# Goal of the exercise
From the entries that follow, copy each line containing the word "lines".

# Data extract
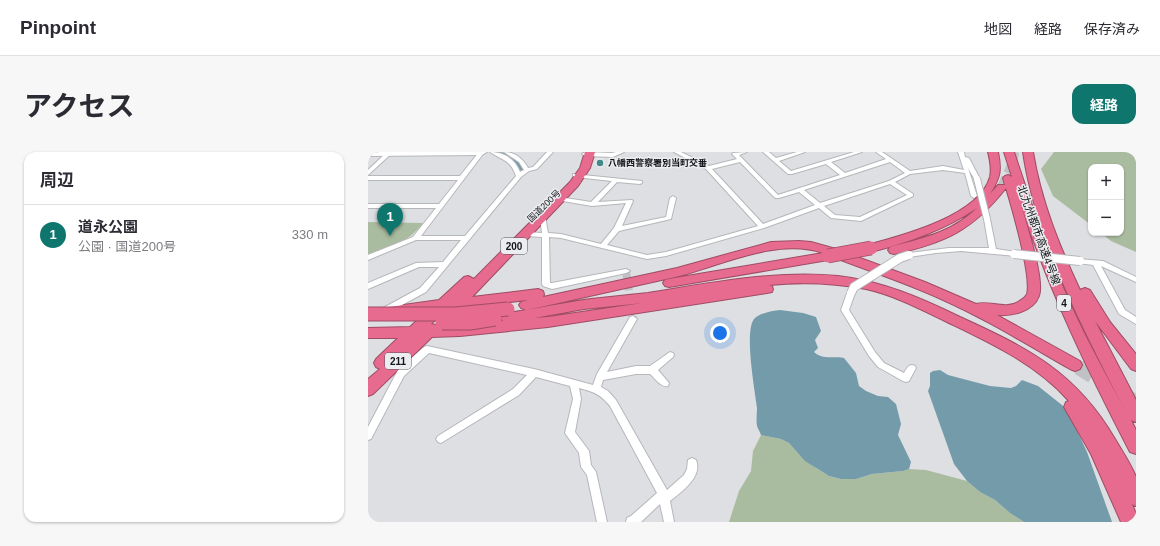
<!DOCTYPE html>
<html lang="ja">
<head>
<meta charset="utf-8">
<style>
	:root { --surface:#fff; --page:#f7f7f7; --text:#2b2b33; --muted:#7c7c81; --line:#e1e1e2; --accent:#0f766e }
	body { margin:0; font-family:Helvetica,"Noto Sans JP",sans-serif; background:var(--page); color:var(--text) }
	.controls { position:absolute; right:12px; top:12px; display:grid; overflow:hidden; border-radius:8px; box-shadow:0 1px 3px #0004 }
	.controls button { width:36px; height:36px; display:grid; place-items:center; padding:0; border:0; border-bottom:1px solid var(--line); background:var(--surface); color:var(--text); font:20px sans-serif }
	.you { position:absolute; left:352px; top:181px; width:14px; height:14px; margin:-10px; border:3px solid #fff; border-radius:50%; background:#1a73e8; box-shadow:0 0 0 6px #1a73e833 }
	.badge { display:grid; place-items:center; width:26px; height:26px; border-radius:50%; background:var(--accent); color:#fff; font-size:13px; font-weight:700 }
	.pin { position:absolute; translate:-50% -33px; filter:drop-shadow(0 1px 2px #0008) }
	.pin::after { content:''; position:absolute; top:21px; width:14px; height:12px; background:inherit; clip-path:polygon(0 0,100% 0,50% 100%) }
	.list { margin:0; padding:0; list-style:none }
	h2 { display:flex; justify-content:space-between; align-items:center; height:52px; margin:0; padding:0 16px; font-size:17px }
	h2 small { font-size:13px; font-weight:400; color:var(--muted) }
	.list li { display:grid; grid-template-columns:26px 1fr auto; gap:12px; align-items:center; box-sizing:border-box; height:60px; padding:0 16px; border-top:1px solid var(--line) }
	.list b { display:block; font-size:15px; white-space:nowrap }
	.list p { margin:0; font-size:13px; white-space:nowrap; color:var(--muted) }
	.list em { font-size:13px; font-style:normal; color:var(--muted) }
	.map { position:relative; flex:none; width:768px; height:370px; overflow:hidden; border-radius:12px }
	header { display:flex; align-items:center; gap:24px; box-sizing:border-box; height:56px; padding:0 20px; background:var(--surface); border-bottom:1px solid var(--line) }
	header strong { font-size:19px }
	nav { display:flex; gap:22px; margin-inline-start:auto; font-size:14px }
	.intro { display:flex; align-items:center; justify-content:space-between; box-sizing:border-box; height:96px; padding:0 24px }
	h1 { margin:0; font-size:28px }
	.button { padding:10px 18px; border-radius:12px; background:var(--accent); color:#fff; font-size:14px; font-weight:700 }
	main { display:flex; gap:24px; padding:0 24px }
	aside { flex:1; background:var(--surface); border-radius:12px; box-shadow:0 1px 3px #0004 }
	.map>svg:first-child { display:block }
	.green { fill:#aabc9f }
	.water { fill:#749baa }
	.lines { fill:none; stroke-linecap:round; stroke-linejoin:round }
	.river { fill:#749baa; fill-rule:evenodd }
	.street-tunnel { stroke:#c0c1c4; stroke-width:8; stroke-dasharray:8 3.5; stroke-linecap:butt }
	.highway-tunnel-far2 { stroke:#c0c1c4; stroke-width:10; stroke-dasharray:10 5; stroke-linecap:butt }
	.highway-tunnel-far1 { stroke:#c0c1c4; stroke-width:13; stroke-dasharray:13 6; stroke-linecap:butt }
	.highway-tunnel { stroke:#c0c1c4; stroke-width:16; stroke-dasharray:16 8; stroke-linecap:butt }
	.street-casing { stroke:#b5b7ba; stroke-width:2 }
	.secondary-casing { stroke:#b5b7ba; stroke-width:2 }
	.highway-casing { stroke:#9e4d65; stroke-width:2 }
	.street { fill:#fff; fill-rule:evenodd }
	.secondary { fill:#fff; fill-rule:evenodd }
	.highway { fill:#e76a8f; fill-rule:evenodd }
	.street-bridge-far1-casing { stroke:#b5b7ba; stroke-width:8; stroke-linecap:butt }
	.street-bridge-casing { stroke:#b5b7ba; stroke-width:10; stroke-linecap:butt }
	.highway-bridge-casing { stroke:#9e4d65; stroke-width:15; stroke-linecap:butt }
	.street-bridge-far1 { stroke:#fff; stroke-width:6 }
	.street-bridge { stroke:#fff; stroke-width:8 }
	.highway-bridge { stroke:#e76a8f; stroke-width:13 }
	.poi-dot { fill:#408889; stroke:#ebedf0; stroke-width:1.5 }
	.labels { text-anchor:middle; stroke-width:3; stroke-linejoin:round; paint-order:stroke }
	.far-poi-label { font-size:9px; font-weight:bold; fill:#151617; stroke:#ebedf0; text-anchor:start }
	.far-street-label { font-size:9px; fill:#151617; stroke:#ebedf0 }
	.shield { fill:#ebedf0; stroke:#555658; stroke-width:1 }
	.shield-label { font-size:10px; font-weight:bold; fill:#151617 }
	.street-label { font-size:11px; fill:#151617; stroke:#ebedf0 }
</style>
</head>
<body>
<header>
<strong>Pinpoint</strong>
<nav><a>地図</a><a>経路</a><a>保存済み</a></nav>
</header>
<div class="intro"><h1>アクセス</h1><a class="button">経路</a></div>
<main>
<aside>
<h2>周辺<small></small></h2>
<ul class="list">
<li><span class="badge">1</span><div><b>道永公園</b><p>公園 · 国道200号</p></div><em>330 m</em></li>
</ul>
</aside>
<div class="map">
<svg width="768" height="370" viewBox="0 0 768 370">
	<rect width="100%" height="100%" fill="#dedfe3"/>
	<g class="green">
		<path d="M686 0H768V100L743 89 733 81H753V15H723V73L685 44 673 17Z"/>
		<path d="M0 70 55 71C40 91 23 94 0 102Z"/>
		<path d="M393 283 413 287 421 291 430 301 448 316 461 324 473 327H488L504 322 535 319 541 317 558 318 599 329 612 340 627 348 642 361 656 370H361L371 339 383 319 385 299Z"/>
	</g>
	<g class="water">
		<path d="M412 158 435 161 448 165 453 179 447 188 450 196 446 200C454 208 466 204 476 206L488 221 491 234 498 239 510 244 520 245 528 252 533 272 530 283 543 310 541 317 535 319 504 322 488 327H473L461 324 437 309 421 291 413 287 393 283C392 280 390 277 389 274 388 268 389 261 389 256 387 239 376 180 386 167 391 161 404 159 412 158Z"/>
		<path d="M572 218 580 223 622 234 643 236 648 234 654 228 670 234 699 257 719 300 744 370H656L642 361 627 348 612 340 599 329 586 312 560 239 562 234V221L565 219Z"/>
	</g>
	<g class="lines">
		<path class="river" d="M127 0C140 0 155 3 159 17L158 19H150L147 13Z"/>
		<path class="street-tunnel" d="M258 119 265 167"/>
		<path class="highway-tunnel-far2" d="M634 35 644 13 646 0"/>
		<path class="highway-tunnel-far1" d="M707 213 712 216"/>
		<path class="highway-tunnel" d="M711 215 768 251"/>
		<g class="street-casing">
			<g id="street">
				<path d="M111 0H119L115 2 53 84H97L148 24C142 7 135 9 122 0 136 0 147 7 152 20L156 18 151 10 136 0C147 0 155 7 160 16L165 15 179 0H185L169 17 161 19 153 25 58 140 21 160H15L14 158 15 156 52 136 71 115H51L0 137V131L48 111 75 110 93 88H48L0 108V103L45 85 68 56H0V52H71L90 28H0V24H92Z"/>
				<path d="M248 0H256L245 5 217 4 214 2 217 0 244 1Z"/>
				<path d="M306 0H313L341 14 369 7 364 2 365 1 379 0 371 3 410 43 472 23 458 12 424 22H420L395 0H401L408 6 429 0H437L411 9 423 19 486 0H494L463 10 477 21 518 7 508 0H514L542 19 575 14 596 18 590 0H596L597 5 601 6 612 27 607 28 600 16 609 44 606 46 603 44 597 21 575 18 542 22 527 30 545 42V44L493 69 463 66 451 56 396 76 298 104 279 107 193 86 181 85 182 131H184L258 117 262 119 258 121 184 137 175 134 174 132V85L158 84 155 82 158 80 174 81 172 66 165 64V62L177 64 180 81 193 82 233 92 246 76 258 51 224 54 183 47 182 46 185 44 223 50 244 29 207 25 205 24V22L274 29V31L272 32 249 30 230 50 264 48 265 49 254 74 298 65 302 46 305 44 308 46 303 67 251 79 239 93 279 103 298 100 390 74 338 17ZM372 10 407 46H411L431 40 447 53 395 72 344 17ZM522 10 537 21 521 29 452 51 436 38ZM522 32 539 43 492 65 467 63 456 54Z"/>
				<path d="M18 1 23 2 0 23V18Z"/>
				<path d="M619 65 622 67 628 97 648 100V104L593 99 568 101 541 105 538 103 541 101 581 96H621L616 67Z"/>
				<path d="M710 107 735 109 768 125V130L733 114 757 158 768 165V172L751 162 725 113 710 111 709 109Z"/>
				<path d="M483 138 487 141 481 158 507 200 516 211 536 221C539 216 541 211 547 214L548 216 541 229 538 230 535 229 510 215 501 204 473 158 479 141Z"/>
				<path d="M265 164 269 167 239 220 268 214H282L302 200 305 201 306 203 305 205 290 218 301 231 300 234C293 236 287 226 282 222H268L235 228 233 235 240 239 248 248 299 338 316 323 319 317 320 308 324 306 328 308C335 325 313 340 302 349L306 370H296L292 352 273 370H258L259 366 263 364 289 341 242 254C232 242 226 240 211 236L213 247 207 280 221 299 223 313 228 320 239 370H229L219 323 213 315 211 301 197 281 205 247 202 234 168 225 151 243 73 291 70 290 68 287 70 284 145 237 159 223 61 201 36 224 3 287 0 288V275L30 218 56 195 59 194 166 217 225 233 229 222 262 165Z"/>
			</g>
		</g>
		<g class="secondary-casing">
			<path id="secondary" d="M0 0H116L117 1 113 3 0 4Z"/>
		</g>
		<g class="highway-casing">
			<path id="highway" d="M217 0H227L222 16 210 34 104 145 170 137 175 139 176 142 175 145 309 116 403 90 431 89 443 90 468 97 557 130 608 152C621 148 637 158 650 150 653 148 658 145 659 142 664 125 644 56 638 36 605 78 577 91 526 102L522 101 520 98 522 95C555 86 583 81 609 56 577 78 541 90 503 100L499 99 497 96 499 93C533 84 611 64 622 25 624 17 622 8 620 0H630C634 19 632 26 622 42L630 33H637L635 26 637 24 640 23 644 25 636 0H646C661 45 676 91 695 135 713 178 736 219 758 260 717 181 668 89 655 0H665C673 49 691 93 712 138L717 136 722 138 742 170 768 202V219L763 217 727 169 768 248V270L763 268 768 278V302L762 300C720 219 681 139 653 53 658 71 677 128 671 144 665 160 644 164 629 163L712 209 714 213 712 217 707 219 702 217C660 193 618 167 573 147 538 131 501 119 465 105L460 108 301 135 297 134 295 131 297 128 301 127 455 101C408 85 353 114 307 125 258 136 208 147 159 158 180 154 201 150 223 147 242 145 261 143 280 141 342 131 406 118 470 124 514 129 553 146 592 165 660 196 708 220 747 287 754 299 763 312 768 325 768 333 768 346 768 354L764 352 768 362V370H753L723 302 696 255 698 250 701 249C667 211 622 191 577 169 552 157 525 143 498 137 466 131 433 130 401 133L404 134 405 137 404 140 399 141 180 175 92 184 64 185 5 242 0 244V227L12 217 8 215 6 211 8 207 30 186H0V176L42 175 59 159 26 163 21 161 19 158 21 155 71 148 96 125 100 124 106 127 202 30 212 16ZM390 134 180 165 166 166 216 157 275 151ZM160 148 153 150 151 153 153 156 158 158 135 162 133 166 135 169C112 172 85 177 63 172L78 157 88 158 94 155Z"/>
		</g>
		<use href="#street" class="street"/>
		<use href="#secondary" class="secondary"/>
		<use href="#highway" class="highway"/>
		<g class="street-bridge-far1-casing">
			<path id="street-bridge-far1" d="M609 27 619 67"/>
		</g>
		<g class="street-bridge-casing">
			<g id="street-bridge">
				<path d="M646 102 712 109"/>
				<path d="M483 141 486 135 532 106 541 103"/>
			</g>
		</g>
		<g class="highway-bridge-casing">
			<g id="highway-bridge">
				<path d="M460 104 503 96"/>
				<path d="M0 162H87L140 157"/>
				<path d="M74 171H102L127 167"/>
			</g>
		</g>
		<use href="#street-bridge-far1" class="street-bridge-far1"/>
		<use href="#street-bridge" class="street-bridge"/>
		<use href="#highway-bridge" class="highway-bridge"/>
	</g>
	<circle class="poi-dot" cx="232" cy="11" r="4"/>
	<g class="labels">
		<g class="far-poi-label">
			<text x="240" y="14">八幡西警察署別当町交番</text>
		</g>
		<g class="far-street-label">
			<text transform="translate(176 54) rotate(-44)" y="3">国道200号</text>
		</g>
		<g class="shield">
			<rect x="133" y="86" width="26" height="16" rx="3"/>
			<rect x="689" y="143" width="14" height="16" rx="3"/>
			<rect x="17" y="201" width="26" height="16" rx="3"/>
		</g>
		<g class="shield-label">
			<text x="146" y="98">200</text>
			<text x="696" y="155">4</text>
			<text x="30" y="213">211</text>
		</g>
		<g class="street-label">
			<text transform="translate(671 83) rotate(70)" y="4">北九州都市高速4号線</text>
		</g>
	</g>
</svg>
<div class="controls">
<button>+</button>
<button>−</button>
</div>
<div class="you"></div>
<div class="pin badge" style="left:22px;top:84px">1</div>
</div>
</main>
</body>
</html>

---

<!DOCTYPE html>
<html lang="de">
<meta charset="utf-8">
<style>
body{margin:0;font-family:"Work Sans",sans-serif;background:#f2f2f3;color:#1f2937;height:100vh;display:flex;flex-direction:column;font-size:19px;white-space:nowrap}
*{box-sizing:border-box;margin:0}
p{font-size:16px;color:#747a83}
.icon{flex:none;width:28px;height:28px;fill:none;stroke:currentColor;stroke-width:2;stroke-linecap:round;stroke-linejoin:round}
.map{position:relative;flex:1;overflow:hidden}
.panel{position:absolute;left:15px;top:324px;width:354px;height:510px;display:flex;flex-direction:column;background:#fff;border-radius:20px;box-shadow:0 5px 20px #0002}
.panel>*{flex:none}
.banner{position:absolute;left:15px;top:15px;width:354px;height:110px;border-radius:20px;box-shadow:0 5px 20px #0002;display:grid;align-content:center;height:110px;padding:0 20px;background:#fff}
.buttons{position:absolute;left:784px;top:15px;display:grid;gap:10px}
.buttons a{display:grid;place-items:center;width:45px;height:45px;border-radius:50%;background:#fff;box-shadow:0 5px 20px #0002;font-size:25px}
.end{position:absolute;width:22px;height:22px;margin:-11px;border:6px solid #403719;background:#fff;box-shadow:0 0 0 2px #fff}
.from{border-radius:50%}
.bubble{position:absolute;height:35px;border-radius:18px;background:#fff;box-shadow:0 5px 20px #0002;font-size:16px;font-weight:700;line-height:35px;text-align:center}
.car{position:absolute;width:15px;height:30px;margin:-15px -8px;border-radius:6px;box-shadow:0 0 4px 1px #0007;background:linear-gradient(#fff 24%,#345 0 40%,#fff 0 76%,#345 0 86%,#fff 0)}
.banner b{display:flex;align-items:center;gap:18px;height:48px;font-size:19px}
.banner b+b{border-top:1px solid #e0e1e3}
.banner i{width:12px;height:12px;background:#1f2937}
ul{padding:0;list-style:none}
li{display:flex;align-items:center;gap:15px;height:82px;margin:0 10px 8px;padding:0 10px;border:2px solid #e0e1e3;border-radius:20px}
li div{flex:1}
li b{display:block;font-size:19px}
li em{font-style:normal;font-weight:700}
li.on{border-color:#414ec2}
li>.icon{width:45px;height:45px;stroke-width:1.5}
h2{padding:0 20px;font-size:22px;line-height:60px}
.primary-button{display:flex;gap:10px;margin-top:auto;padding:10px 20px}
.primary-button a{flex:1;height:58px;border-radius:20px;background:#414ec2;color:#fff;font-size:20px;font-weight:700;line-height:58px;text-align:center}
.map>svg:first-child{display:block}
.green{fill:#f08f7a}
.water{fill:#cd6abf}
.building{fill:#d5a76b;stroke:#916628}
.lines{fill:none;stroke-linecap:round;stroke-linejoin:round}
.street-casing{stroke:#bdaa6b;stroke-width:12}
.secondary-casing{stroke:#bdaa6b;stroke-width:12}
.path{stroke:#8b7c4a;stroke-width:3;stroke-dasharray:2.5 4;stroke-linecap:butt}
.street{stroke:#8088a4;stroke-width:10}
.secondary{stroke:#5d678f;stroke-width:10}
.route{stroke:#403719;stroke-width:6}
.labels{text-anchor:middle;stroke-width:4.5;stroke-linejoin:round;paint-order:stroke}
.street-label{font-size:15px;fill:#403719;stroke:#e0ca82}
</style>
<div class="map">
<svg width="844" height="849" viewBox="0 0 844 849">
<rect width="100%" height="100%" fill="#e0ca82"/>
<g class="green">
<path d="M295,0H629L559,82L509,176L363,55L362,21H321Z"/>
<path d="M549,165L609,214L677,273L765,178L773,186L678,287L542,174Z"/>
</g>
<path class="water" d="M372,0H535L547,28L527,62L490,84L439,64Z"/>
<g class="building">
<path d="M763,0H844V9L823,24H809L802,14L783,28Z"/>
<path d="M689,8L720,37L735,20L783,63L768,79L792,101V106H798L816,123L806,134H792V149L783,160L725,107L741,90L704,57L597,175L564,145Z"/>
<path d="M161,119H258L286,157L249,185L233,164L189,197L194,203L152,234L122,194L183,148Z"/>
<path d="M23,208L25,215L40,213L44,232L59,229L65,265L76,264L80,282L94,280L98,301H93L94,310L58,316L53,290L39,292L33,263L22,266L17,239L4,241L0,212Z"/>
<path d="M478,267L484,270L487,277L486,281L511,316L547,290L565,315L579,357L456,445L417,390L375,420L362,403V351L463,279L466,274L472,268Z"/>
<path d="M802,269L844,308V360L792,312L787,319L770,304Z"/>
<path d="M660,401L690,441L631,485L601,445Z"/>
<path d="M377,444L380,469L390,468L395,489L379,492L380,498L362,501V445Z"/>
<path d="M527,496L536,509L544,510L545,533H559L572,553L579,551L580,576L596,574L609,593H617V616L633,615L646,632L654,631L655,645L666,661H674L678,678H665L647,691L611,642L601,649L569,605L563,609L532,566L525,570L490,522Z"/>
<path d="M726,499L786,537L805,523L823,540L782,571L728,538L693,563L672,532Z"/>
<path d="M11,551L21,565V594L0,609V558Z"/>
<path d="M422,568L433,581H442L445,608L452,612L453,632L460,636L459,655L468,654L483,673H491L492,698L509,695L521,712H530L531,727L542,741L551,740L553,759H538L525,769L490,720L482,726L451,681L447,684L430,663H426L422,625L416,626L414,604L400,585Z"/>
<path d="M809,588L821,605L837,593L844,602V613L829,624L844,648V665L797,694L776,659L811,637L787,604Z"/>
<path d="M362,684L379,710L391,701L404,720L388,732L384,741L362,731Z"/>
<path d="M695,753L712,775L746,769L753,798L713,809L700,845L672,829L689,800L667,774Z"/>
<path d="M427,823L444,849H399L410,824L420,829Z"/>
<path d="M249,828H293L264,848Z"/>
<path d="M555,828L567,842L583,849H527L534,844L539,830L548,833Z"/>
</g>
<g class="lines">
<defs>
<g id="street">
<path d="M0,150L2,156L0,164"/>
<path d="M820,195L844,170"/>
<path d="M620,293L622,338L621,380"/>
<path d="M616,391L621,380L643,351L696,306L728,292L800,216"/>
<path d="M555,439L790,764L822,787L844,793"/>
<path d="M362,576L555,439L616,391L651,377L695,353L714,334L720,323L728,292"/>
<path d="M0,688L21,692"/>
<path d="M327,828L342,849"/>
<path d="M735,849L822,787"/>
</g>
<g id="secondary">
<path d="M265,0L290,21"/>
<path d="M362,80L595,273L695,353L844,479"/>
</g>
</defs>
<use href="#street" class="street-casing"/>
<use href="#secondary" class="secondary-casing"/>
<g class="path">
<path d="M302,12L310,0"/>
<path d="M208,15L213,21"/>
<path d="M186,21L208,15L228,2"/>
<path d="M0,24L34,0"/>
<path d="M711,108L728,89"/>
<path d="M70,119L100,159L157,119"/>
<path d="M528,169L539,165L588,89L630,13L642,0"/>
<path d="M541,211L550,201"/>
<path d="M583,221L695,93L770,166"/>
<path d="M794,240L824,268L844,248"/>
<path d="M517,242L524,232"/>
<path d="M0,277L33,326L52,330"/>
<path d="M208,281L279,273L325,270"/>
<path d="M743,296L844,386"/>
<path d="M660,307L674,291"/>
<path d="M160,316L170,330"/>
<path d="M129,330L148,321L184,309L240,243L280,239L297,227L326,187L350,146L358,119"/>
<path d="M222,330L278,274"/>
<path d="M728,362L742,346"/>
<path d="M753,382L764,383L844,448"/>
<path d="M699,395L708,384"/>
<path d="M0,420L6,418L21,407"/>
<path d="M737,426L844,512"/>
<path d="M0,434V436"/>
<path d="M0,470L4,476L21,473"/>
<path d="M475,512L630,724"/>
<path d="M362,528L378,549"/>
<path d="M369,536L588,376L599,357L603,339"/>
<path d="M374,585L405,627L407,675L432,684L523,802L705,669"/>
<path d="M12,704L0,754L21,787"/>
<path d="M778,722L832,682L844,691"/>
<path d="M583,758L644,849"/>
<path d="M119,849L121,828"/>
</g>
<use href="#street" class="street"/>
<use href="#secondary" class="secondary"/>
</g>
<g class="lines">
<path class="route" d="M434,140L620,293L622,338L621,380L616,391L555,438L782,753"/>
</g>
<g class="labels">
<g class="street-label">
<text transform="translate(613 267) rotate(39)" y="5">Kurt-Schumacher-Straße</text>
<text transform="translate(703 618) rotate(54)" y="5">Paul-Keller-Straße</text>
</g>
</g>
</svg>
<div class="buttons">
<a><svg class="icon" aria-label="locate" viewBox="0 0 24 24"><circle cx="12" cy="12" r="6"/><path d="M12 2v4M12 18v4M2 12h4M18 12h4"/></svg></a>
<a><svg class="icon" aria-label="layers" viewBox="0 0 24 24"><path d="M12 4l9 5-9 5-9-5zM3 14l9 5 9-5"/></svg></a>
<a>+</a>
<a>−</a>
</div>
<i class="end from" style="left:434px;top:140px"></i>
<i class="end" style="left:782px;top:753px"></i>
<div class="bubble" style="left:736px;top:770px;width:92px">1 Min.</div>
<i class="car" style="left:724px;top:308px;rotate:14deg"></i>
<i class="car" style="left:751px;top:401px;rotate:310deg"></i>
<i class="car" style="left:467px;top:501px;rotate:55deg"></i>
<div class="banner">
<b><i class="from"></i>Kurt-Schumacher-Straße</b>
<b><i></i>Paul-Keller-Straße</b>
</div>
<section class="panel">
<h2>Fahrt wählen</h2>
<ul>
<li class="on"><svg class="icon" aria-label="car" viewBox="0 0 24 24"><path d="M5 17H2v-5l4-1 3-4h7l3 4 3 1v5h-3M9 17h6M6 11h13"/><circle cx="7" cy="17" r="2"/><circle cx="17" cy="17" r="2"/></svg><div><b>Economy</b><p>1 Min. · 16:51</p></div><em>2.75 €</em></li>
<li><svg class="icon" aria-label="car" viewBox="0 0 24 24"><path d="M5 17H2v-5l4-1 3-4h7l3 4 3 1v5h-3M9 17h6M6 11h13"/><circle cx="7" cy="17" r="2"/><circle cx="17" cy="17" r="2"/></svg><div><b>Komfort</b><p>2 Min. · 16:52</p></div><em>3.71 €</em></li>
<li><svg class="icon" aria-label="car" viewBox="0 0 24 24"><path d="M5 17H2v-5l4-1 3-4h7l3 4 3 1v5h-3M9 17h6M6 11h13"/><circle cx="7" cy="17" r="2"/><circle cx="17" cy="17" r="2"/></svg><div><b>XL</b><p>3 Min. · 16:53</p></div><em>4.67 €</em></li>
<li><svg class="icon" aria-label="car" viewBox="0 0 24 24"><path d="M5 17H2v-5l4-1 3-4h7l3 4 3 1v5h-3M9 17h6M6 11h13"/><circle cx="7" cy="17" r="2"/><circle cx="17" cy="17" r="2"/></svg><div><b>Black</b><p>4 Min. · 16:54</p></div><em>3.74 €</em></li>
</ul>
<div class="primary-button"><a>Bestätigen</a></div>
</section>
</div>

# Answer space
	.lines { fill:none; stroke-linecap:round; stroke-linejoin:round }
	<g class="lines">
.lines{fill:none;stroke-linecap:round;stroke-linejoin:round}
<g class="lines">
<g class="lines">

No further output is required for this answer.